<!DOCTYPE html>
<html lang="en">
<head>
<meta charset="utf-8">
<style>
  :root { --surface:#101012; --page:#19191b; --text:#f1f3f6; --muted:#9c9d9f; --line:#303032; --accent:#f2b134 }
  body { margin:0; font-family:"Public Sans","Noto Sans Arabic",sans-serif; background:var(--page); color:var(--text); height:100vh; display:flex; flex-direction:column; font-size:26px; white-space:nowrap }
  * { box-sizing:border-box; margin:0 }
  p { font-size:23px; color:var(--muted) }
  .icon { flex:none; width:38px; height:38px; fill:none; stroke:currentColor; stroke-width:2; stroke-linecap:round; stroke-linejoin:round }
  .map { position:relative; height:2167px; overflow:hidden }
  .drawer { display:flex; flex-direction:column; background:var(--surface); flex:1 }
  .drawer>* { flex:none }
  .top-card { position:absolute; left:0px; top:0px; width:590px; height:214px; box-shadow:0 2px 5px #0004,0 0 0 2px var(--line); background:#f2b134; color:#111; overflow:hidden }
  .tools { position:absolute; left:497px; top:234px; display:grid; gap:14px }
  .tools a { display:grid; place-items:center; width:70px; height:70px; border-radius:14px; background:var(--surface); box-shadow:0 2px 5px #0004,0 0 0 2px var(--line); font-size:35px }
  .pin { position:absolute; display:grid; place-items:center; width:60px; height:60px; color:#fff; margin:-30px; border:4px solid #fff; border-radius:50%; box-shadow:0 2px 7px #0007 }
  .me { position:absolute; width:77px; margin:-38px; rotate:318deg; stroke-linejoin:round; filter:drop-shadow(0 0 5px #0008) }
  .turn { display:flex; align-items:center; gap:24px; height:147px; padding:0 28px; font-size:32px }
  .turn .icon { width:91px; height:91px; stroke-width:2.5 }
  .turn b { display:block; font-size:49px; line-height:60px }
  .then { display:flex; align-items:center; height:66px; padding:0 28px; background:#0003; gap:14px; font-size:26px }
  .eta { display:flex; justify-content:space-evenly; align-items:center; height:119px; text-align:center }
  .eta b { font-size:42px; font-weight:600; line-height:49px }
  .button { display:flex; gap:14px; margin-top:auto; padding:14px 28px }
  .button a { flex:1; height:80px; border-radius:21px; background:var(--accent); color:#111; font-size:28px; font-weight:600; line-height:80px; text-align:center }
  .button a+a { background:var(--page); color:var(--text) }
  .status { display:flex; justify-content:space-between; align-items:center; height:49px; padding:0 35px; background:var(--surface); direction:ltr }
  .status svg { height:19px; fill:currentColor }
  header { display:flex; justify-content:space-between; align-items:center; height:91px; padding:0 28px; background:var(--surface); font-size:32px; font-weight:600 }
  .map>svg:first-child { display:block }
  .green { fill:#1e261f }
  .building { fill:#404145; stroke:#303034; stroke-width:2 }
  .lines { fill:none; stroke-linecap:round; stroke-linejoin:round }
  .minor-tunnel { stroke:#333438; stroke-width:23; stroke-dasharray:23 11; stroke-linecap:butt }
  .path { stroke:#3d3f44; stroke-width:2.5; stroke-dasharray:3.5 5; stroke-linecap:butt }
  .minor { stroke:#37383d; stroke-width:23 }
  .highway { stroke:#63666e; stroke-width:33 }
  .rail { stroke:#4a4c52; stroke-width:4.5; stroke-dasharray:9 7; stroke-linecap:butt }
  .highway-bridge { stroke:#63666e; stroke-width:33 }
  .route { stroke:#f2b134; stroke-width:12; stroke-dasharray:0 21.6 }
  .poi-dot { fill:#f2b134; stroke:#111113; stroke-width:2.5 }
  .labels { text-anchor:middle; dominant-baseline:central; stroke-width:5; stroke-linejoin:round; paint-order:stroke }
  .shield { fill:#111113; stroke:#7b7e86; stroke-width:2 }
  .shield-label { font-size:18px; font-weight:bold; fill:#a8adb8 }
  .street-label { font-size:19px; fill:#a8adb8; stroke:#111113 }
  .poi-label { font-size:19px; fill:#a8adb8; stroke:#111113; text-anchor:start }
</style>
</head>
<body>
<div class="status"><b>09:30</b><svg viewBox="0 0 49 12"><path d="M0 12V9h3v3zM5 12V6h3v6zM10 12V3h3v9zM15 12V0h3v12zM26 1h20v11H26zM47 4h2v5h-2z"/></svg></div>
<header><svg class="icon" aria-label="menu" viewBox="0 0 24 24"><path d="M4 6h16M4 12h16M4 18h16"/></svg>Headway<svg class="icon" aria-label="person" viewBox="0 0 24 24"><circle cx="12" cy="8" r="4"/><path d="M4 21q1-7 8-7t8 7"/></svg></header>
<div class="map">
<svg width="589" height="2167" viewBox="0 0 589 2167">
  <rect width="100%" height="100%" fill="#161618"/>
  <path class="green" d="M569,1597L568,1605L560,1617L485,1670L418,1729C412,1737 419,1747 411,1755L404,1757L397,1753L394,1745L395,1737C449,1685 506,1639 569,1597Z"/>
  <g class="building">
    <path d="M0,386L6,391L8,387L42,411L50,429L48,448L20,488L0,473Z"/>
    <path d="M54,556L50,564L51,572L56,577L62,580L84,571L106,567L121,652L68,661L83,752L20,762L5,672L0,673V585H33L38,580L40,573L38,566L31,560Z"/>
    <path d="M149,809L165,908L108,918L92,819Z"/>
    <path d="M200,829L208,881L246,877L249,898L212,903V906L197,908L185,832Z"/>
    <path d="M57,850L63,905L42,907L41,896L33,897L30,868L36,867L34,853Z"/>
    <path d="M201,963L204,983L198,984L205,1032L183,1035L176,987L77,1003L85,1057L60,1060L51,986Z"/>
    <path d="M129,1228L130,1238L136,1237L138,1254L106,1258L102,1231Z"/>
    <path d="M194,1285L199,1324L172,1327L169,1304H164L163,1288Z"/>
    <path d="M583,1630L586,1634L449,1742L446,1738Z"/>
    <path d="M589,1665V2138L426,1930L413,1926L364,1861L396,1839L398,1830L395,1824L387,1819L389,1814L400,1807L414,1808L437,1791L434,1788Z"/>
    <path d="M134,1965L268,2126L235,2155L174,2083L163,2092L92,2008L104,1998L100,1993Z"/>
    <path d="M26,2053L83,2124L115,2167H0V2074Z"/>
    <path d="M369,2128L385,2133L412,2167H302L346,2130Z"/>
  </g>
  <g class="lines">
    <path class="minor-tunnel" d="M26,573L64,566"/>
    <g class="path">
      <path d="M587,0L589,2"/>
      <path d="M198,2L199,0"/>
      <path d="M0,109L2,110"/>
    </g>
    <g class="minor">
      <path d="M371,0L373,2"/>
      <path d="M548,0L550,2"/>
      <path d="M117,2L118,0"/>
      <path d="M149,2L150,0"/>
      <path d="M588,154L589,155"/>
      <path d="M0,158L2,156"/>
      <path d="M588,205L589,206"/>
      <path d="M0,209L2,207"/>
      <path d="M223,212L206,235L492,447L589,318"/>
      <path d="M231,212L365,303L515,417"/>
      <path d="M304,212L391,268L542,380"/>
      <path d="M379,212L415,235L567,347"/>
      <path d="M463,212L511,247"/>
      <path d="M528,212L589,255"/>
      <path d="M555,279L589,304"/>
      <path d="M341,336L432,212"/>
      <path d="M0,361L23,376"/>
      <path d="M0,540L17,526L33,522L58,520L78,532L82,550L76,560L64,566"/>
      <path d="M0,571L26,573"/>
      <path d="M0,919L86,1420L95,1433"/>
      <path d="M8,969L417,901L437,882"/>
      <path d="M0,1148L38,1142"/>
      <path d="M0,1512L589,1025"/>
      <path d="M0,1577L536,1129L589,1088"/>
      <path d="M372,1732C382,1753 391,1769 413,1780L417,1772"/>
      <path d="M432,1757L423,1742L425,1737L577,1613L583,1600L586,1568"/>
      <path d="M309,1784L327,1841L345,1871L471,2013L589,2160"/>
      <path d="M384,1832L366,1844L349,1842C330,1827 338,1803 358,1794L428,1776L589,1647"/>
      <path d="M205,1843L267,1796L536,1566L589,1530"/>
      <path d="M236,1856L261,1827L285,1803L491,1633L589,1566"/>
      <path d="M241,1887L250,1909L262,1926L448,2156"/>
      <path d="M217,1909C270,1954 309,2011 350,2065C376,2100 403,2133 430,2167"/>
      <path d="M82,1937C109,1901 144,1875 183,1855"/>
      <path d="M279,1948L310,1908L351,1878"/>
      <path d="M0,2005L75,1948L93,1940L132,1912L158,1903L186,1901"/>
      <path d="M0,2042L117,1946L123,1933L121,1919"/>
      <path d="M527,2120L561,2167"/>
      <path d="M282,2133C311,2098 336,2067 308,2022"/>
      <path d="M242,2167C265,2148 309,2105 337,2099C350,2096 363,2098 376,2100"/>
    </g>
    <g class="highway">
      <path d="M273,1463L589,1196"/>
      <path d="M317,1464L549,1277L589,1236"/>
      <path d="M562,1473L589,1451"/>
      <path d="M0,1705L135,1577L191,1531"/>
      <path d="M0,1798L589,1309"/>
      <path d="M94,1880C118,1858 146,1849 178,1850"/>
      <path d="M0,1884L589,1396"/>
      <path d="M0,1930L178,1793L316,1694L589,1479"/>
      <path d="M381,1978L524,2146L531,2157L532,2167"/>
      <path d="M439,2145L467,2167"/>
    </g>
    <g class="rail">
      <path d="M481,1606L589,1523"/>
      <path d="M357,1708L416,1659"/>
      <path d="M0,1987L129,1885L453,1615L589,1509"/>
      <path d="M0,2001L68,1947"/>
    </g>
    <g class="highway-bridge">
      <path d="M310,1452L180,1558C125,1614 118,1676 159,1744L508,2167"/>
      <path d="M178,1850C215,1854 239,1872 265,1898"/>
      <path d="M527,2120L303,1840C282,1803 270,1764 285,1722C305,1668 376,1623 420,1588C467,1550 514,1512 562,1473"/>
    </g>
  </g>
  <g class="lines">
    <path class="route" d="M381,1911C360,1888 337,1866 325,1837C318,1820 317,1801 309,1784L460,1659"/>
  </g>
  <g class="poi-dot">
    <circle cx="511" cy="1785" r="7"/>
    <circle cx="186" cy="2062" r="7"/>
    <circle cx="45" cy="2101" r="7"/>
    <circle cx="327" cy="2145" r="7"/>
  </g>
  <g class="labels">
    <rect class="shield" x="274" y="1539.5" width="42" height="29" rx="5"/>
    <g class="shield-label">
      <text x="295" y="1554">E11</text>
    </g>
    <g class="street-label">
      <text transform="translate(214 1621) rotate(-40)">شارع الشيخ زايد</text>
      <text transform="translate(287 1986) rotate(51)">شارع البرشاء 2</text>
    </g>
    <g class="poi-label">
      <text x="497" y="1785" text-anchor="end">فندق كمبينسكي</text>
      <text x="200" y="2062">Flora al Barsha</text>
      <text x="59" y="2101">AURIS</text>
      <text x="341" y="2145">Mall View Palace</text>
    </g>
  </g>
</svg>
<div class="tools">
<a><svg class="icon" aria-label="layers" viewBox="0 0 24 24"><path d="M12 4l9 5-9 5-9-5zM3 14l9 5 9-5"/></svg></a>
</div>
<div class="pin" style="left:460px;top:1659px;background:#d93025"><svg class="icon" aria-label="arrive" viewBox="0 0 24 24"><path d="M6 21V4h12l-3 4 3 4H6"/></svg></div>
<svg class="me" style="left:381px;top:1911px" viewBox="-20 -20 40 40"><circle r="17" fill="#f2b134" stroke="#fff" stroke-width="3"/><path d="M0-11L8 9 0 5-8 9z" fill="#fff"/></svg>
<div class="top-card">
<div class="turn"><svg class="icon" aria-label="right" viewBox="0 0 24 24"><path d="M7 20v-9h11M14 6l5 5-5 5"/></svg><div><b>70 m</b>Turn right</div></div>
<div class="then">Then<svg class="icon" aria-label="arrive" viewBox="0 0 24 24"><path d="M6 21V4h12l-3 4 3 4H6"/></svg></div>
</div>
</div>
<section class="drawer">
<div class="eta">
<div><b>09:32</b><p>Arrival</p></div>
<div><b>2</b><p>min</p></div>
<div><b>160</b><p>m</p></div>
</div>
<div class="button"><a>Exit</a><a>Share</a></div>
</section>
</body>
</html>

============

Task statement
Give back exactly the lines above starting at the line where "stroke:#3d3f44; stroke-width:2.5; stroke-dasharray:3.5" appears and ending at the line where "stroke:#4a4c52; stroke-width:4.5; stroke-dasharray:9" appears, both included, with no other lines.

Task answer
  .path { stroke:#3d3f44; stroke-width:2.5; stroke-dasharray:3.5 5; stroke-linecap:butt }
  .minor { stroke:#37383d; stroke-width:23 }
  .highway { stroke:#63666e; stroke-width:33 }
  .rail { stroke:#4a4c52; stroke-width:4.5; stroke-dasharray:9 7; stroke-linecap:butt }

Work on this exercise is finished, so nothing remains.